100 years ago in North Idaho: The biggest white pine in the world may have been found. But would it be turned into lumber?
Lumbermen in North Idaho believed they had found the largest white pine in the world, about 5 miles southwest of Elk River.
At chest height, the “white pine king” measured 7 feet 4 inches in diameter. An average white pine, even the large ones, usually measured only about 3 or 4 feet in diameter.
Before this tree was discovered, the largest white pine was thought to be a tree measuring 6 feet 9 inches in diameter. Alas, that one “was felled and converted into 29,800 feet of choice lumber.”
There was no indication whether the same fate awaited the new white pine king – but it was found on Potlatch Lumber Co. land.
From the men’s fashion beat: The Spokane Daily Chronicle surveyed the city’s tailors to find out exactly how outrageous young men’s styles would be in the upcoming season.
One tailor, Fred Greif, predicted that young men’s clothes would be “more extreme this spring than ever before.”

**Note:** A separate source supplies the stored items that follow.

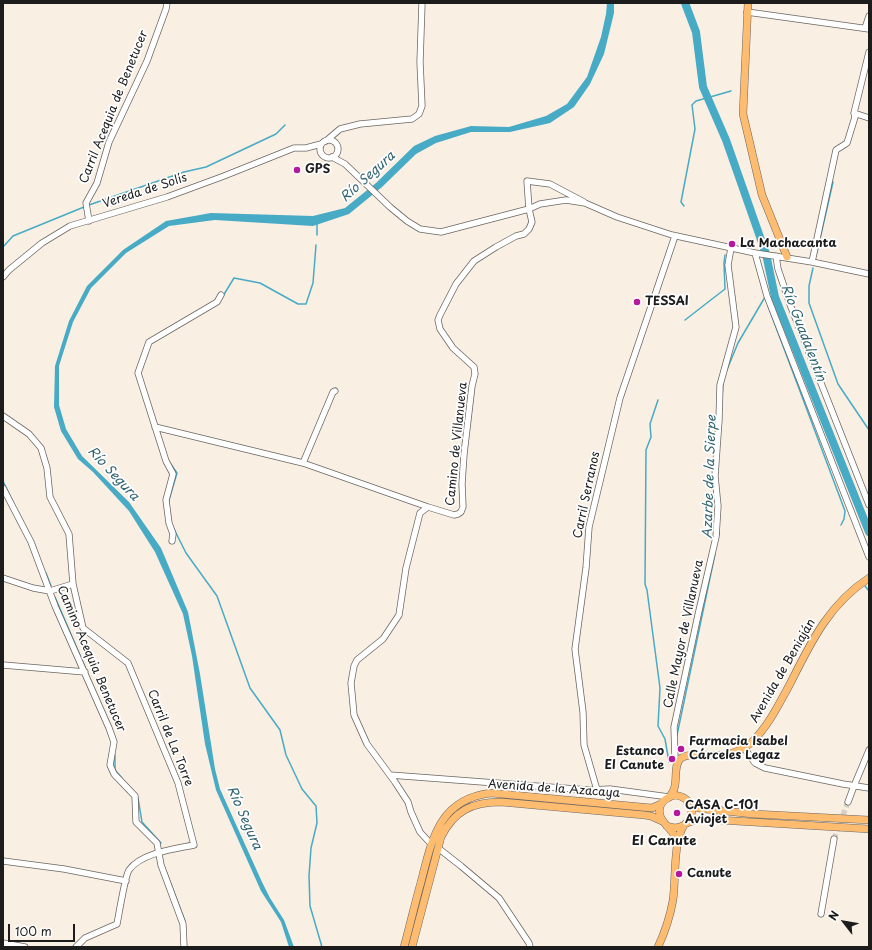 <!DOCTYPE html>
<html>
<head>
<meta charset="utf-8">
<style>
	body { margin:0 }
	#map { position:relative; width:872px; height:950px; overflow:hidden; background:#faefe3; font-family:"Playpen Sans",sans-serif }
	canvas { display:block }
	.frame { position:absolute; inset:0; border:4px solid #1c1c1c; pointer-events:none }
	.north { position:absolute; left:824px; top:902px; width:40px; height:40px; -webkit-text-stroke:3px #fff; paint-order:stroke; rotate:301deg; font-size:11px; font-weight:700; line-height:16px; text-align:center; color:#1c1c1c }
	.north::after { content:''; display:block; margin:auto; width:14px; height:18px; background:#1c1c1c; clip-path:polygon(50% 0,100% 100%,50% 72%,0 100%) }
	.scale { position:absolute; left:8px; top:924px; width:67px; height:18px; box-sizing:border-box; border:2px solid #1c1c1c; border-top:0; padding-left:5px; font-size:12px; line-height:14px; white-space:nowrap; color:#1c1c1c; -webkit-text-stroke:3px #fff; paint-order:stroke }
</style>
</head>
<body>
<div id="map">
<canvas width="872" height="950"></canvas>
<div class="frame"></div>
<div class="north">N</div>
<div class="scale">100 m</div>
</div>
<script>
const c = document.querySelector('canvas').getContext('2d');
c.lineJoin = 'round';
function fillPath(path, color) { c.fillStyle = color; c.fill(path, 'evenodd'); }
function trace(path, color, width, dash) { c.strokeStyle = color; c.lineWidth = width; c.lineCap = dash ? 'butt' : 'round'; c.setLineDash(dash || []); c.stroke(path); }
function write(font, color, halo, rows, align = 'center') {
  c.font = font + ' "Playpen Sans",sans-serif'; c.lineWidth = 3.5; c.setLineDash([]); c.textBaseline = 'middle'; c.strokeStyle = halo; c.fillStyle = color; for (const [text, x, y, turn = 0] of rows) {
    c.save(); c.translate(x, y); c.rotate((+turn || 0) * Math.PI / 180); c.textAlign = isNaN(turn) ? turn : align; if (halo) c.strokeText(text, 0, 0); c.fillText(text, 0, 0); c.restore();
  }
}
fillPath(new Path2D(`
	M607,3H614V13L604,54L590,84L574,107L550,123L510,132H471L436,143L416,154L382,187L349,214L313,226L215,220L169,226L126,253L91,288L73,322L59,366V405L66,429L82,456L129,502L161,548L188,612L200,674L215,769L220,789L262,882L270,898L284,920L294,947H289L281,922L261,891L216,790L205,744L192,656L183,614L155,552L129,511L93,472L78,459L61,431L54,407L55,366L69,321L87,286L123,250L166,221L211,213L313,216L345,208L376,183L414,146L435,136L471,126L509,127L546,116L567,104L587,77L601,37L606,14Z`), '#47abc6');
trace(new Path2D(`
	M89,205L184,172L206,167L276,134L285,125
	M684,206L681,202L695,129L692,105L696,101L731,91
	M317,223V235
	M3,247L13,236L84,207
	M817,252L833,182
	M813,268L809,286V303L838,384L869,430
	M223,296L234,278L260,283L298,304H306L313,283L316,245
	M768,306L845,511L844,519L841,525
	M685,320L725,289L724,263L725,255
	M726,372L738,343L765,297
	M722,399L723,383
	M658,400L650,424L651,437L646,450L645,584L647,590L660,688L658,726L665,739L669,762
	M3,481L14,504
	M169,504V500L177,473L170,463
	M173,527L186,553L217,596L250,688L280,730L286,755L302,789L316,806L317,823L311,848L309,876L310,906L322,947
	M719,535V525
	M46,573L51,586
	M865,586L869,591
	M55,597L85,667
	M677,735L715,554
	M115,755V770L122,778
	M138,798L142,822L161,843
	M166,871L185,921`), '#47abc6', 1.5);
trace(new Path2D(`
	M685,3L696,32L703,87L726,140L766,254L775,297L869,532`), '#47abc6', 8);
trace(new Path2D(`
	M834,839L848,802`), '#d9cfc5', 5.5, [5.5, 3]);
const minor = new Path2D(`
	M747,12L869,29
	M865,28L869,16
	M854,113L869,118
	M320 149a9 9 0 1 1 18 0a9 9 0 1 1-18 0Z
	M326,141L340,129L360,124L412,119L419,114L422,106L420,62L422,3
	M332,157L345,164L390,207L407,221L420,229L441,232L529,209L540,204L566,200L585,203L617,217L672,235L755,253L812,262L869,274
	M89,221L86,203L97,183L109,142L147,61L166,9L167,3
	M755,253L767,296L869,557
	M776,256L778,269L791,307L869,505
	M812,262L836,150L847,143L855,117L854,113L869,52
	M3,277L9,270L42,243L70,226L167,197L224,176L294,148H306L321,144
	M335,391L333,392L303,463L428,507
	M3,416L29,434L41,448L47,468L50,497L69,534L73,584L83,628L128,663L178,783L194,845C174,849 141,853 129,870C125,876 119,914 117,924L85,938L76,947
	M155,427L303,463
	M3,488L31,542L55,606L109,728L114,742L110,765L114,774L135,796L136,822L157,843L161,865L183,924L184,947
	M172,541L173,534L169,523L166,500L173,474L166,461L138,373L149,342L217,302L221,295
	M3,578L33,588L50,591L73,584
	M3,665L85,672
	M744,748L755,763L765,768L843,784L869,788
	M678,763L675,758L674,727L698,615L716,537L718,506L715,476L719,420L720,385L736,327L728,265L731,248
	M390,775L589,790L610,789L669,797
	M597,790L584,745L583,712L575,649L586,568L589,527L620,398L675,236
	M848,802L854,786L869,750
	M431,844L420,832L411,812L408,802L395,782L367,744L354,715L351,683L354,666L357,660L383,639L399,615L406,568L420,513L428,507L454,515L458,514L461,512L463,507L462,484L464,454L472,386L475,374L474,367L453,348L440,329L438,320L440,315L456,284L474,261L496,247L516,236L524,234L529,229L532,222L529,209L527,181L550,184L584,202
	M438,848L461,866L499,898L529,943L530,947
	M3,861L64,869L126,881
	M821,914L834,839
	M3,943L25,947`);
const major = new Path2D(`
	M748,3L743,114L762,195L787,257
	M670,796C680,785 672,768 680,759C688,751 713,757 725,755C735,753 744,749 752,742C769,725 779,704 790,684C811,642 829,604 869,578
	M690,804L698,808L705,809L754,814L869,820
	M687,823L695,820L702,819L869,829
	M667,826C688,835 702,806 682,797C678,795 672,795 668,798C664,800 661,803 660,807C656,822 674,828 677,841
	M404,947C410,925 415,903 421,882C432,839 439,799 491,793L652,808L661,804
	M412,947L441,837C454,811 472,802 501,802L644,815L651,816L662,821
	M658,947C665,932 670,917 673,900C676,879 673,842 684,825`);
trace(minor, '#6a6662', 7);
trace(major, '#6a6662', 8);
trace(minor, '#fff', 5.5);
trace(major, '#fdbc6f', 7);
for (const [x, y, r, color] of [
	[297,170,4,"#b5179e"],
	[732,244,4,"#b5179e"],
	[637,302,4,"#b5179e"],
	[681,749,4,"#b5179e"],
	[672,759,4,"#b5179e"],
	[677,813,4,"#b5179e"],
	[679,874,4,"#b5179e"]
]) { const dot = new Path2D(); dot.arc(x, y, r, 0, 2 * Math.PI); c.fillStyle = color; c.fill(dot); trace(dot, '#fff', 1.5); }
write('12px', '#1c1c1c', '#fff', [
	["Carril Acequia de Benetucer",114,107,-68],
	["Vereda de Solís",145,191,-18],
	["Camino de Villanueva",457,444,-84],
	["Carril Serranos",587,495,-78],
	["Calle Mayor de Villanueva",684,634,-78],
	["Camino Acequia Benetucer",91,659,67],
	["Avenida de Beniaján",783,671,-60],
	["Carril de La Torre",170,738,68],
	["Avenida de la Azacaya",554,789,4]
]);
write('bold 12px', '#1c1c1c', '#fff', [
	["GPS",305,170],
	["La Machacanta",740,244],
	["TESSAI",645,302],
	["Farmacia Isabel",689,742],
	["Cárceles Legaz",689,756],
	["Estanco",664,752,"right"],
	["El Canute",664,766,"right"],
	["CASA C-101",685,806],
	["Aviojet",685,820],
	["Canute",687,874]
], 'left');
write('italic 13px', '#326471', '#fff', [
	["Río Segura",368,177,-42],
	["Río Guadalentín",803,333,69],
	["Río Segura",113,474,47],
	["Azarbe de la Sierpe",710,477,-88],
	["Río Segura",244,818,66]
]);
write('bold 13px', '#1c1c1c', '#fff', [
	["El Canute",664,841]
]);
</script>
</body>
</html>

The Chronicle, with obvious sarcasm, said Greif was predicting that bell bottoms would be “so wide that their ring will be heard all over the city.” The paper also said that “waist lines will be pushed up to the shoulder blades and the flare of the coat will be free to flutter in the breeze.”
Greif and other tailors agreed that the fad for “toreador pants,” which caused a sensation earlier in the year, had already faded out.
Len Hill, another tailor, predicted that there would be an opposite reaction to the toreador pants fad. He said young men’s clothes would be conservative and “sanity will rule.”